1. The fiber bragg grating measuring system for monitoring the faults of the main shaft is characterized by comprising an adjustable laser, an optical fiber, an optical circulator, a grating, an optical detector and a data acquisition system; wherein the grating inscribed on the optical fiber is fixed on the surface of the main shaft; the fiber bragg grating measuring system only comprises 1 light source, namely the adjustable laser, wherein the adjustable laser is a narrow linewidth adjustable laser; the main shaft is a machine tool main shaft or a ship main shaft;

the laser emitted by the adjustable laser passes through the optical circulator and then reaches the grating positioned on the outer surface of the main shaft to detect the wavelength change caused by the main shaft strain, and the reflected light is converted into an electric signal from the optical detector after passing through the optical circulator and is collected by the data collection system;

the output wavelength of the tunable laser is determined by the following method:

firstly, scanning point by point and recording reflection spectrum distribution data of reflected light; then fitting the point-by-point scanned reflection spectrum distribution data by utilizing a plurality of combined Gaussian functions; solving zero points of a second derivative function of the fitting result of the multiple combined Gaussian functions; at least 1 zero point is obtained, and the value of the first order derivative of the fitting result of the multiple combined Gaussian functions is calculated at each zero point, wherein the wavelength corresponding to the value of the first order derivative of the fitting result of the maximum multiple combined Gaussian functions is the optimal working wavelength; and adjusting the output wavelength of the adjustable laser to the optimal working wavelength, and obtaining the ultra-high sensitivity by the main shaft fault monitoring system.

2. The fiber grating measurement system of claim 1, wherein the fiber is provided with a fiber isolator at the end of the fiber to eliminate interference of reflected light.

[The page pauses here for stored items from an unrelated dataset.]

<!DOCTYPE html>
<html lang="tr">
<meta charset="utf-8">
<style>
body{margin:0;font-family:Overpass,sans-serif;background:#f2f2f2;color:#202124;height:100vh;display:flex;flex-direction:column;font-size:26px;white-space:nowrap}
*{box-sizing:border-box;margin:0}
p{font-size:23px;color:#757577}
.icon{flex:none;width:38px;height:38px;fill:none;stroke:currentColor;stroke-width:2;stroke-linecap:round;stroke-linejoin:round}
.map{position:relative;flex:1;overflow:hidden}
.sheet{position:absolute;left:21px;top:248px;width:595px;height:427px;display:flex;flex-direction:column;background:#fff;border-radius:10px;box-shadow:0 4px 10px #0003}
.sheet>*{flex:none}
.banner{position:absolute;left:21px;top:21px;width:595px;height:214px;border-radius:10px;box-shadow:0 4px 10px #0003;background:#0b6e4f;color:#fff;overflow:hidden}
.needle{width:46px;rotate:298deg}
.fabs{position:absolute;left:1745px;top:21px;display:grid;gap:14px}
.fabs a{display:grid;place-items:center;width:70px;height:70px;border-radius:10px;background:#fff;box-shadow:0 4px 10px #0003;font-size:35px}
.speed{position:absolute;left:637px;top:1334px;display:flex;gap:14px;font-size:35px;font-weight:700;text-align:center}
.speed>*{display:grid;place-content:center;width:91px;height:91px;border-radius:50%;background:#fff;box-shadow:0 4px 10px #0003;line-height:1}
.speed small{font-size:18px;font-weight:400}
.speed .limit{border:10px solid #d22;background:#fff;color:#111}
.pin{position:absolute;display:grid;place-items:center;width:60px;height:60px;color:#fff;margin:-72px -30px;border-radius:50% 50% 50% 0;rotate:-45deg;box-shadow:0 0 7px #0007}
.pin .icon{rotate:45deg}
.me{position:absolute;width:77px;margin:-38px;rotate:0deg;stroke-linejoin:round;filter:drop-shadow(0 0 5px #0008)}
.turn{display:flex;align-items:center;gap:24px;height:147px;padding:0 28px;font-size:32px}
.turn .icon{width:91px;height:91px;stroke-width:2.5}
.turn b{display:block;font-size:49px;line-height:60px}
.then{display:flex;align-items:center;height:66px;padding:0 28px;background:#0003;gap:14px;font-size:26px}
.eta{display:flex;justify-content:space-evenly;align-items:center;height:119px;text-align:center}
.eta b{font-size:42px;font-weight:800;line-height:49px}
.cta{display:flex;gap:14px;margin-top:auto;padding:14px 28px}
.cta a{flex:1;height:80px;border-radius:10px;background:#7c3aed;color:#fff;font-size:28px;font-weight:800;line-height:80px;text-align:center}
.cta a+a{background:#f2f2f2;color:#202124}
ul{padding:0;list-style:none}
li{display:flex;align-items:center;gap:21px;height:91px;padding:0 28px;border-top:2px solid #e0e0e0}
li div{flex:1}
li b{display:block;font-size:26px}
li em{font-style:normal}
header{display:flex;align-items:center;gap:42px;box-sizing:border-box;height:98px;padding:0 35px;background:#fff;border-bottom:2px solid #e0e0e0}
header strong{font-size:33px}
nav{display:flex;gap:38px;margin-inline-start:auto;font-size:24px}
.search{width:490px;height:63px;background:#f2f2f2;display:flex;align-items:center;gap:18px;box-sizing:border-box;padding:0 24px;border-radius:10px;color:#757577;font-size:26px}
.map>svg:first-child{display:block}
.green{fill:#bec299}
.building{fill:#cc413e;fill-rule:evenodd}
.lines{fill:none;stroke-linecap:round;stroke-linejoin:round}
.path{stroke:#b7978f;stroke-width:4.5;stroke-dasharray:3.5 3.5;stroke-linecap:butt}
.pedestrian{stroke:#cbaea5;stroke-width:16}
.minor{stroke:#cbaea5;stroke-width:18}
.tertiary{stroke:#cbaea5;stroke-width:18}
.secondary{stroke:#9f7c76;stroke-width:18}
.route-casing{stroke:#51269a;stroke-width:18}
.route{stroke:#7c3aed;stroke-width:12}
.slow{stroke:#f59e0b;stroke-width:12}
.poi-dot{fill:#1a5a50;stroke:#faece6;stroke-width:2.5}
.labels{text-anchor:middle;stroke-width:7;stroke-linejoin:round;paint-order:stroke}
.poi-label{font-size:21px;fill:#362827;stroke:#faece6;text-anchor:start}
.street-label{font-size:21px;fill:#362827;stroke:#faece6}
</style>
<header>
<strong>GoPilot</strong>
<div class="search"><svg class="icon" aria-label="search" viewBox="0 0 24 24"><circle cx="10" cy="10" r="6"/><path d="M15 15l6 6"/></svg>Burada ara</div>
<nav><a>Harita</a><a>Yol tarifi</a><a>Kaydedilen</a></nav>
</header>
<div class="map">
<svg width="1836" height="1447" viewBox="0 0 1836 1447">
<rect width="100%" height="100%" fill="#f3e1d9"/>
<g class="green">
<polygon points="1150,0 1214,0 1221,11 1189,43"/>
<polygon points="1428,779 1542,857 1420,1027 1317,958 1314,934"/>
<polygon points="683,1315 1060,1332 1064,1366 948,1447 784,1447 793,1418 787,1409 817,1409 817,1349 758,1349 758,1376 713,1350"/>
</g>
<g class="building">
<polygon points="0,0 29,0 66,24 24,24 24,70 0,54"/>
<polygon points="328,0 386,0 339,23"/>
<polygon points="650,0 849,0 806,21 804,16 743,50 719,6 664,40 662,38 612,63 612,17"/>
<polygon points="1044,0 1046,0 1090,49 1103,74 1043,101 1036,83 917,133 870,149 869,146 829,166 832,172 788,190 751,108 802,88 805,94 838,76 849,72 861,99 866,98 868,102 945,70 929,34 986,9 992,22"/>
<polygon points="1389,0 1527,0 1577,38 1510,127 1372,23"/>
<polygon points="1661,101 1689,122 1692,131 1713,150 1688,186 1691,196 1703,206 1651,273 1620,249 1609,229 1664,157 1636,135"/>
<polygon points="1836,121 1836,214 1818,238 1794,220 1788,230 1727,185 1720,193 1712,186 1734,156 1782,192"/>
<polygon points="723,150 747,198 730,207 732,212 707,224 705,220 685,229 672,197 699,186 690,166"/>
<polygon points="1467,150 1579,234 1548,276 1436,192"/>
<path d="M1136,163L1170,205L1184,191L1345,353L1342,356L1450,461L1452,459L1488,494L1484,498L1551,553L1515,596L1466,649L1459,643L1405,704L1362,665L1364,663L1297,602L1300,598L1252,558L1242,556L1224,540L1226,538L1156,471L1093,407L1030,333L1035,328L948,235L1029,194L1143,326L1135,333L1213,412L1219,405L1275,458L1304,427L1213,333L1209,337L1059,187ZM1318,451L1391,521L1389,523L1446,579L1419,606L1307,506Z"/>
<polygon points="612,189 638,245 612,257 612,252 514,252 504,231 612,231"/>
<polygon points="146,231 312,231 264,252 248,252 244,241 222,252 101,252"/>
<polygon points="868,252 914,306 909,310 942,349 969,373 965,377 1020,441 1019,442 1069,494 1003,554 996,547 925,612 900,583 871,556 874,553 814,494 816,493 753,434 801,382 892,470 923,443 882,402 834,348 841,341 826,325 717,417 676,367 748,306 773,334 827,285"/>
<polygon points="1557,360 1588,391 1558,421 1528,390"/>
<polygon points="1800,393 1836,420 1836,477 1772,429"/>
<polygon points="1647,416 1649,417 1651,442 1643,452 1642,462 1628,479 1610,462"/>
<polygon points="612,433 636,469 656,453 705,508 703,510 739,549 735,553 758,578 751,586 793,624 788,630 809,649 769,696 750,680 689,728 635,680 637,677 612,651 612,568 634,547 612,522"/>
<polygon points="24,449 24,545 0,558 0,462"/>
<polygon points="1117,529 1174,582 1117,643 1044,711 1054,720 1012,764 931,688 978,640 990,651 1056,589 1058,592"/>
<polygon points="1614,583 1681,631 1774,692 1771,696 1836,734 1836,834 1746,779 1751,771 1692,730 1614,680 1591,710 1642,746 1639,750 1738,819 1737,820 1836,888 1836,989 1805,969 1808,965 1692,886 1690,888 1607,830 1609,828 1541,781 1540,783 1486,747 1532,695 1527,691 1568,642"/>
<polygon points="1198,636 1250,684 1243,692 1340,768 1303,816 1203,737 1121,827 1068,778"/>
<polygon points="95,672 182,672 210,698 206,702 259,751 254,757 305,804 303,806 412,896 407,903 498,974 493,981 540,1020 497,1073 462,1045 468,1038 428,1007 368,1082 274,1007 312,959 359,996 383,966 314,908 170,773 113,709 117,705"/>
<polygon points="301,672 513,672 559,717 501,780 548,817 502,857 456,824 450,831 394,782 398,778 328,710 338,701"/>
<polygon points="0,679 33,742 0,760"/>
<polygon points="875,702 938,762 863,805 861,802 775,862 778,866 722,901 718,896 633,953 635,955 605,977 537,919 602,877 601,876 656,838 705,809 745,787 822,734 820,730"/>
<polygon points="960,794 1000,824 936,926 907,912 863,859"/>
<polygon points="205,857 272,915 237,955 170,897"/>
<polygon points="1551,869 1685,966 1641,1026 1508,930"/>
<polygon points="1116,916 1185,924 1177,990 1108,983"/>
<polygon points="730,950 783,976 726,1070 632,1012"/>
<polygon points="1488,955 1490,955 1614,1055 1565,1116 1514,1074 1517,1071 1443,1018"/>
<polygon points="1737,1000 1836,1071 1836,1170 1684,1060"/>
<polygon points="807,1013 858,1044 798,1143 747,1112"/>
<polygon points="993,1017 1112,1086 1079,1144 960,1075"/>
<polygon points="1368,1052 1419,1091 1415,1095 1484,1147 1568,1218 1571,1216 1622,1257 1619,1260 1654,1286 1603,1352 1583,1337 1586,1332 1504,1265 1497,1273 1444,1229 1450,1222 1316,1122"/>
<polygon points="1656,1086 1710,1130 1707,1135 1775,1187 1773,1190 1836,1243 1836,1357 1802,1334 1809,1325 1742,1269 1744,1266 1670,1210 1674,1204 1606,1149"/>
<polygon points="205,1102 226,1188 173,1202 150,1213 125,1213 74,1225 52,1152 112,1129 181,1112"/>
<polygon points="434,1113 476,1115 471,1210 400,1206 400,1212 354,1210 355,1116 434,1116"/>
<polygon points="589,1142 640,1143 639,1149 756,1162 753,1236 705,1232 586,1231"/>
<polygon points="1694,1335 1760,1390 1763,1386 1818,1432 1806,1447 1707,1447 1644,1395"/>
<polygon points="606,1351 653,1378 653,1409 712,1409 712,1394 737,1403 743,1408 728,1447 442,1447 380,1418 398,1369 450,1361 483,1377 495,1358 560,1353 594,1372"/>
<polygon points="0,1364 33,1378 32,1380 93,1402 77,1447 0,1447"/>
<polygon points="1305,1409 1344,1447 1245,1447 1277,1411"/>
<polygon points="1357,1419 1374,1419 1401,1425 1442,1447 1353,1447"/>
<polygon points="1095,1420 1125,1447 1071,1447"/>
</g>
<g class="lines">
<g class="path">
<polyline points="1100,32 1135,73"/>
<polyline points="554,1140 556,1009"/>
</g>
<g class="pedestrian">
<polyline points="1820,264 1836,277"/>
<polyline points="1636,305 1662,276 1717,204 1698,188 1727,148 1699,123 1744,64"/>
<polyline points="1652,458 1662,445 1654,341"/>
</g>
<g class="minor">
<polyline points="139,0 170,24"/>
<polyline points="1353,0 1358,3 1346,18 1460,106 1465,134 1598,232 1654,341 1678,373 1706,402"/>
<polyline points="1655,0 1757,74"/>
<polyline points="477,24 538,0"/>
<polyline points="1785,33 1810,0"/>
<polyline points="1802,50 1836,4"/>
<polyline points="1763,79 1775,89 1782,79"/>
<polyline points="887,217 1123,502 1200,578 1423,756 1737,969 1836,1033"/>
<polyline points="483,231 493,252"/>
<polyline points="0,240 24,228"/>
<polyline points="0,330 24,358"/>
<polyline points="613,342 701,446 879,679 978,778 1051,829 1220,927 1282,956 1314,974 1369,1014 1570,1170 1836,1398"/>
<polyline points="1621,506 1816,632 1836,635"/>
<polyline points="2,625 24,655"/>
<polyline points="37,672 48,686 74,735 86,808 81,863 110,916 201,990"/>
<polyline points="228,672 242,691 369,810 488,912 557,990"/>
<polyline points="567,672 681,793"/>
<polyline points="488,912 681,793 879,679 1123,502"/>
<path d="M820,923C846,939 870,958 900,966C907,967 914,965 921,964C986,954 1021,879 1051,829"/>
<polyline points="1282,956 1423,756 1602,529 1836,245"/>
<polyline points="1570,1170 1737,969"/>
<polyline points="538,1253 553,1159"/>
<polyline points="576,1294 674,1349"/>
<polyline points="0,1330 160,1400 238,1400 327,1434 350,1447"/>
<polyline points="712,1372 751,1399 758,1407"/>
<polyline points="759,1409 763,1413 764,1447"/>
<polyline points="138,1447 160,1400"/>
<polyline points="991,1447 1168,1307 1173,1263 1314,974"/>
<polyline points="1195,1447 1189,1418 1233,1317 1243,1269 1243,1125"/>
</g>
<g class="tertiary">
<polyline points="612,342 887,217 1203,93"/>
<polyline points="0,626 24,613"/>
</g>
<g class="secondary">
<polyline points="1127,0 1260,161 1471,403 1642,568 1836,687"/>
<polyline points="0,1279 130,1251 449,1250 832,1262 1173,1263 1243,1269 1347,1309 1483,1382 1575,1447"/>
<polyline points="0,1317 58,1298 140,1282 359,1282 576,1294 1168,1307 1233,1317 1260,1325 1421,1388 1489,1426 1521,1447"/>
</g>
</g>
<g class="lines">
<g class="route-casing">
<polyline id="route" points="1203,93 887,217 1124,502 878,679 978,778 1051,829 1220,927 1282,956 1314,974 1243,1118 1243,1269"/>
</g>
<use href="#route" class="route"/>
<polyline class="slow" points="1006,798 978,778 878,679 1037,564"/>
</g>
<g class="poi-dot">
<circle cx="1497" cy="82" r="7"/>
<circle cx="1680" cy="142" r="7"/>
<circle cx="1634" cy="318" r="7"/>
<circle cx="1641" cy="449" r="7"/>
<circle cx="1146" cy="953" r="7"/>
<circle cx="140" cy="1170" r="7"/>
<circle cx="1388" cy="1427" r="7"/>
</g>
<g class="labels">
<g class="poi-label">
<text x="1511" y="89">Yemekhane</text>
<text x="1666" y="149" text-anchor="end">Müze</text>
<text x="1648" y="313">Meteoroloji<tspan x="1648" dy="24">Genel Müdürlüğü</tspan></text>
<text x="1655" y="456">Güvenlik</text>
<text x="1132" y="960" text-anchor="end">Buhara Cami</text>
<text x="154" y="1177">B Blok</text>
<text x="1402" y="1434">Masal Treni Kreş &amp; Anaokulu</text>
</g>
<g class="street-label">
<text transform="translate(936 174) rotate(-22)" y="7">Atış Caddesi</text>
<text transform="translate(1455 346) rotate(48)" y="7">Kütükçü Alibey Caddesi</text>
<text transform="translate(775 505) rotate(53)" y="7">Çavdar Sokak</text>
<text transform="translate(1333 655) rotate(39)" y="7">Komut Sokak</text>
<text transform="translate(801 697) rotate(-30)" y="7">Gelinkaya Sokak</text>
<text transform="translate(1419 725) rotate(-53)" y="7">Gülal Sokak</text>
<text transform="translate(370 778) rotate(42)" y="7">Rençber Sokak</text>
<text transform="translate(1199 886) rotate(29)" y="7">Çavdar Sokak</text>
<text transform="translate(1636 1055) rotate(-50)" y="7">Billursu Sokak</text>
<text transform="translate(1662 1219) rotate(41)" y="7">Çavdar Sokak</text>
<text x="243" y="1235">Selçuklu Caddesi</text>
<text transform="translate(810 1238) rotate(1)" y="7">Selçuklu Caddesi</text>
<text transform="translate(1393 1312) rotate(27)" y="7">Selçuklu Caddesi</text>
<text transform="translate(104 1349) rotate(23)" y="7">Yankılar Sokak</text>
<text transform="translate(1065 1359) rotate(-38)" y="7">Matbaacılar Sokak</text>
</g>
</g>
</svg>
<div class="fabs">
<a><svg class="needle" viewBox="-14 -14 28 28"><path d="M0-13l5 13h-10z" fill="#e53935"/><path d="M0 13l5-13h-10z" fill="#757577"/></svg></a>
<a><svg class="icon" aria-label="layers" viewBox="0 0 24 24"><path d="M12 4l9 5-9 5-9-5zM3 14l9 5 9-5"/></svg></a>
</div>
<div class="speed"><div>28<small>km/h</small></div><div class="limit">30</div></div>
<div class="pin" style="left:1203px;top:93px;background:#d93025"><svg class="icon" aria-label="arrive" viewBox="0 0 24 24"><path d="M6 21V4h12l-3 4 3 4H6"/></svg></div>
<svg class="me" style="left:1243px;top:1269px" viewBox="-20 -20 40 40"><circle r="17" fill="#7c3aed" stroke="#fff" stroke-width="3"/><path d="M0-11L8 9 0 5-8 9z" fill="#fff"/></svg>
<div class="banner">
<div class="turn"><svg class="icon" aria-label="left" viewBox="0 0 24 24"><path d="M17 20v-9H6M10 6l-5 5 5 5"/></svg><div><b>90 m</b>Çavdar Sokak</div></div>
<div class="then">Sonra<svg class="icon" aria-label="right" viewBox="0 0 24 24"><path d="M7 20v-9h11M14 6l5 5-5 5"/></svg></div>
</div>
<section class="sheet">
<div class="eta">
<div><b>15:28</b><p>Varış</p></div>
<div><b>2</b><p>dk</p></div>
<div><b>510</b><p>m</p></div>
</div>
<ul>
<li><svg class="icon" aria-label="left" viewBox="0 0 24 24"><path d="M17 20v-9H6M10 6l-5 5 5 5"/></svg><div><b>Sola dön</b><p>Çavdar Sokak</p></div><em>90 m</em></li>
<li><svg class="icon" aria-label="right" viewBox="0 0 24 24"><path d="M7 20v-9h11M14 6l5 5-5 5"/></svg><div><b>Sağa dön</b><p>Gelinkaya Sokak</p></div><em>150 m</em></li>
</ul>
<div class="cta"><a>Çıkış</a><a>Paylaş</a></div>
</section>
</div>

3. The fiber grating measurement system of claim 2, wherein the fiber end face of the fiber isolator end is treated with an angled end face.

4. The fiber bragg grating measurement system according to claim 1, wherein the data acquisition system comprises a data acquisition card and a computer, wherein the output end of the optical detector is connected with the computer through the data acquisition card, and the computer is used for monitoring the reflected spectrum distribution data of the reflected light, calculating the optimal working wavelength and then adjusting the tunable laser.

5. A method of optimizing a fiber bragg grating measurement system for spindle fault monitoring as claimed in any one of claims 1 to 4, the method comprising the steps of:

s1, scanning point by point and recording reflection spectrum distribution data of reflected back light;

s2, fitting the point-by-point scanned reflection spectrum distribution data by utilizing a plurality of combined Gaussian functions; solving zero points of a second derivative function of the fitting result of the multiple combined Gaussian functions; at least 1 zero point is obtained;

s3, calculating the value of the first order derivative of the fitting result of the multiple combined Gaussian functions at each zero point, wherein the wavelength corresponding to the value of the first order derivative of the fitting result of the maximum multiple combined Gaussian functions is the optimal working wavelength;

and S4, adjusting the output wavelength of the adjustable laser to the optimal working wavelength, and obtaining the ultrahigh sensitivity by the main shaft fault monitoring system.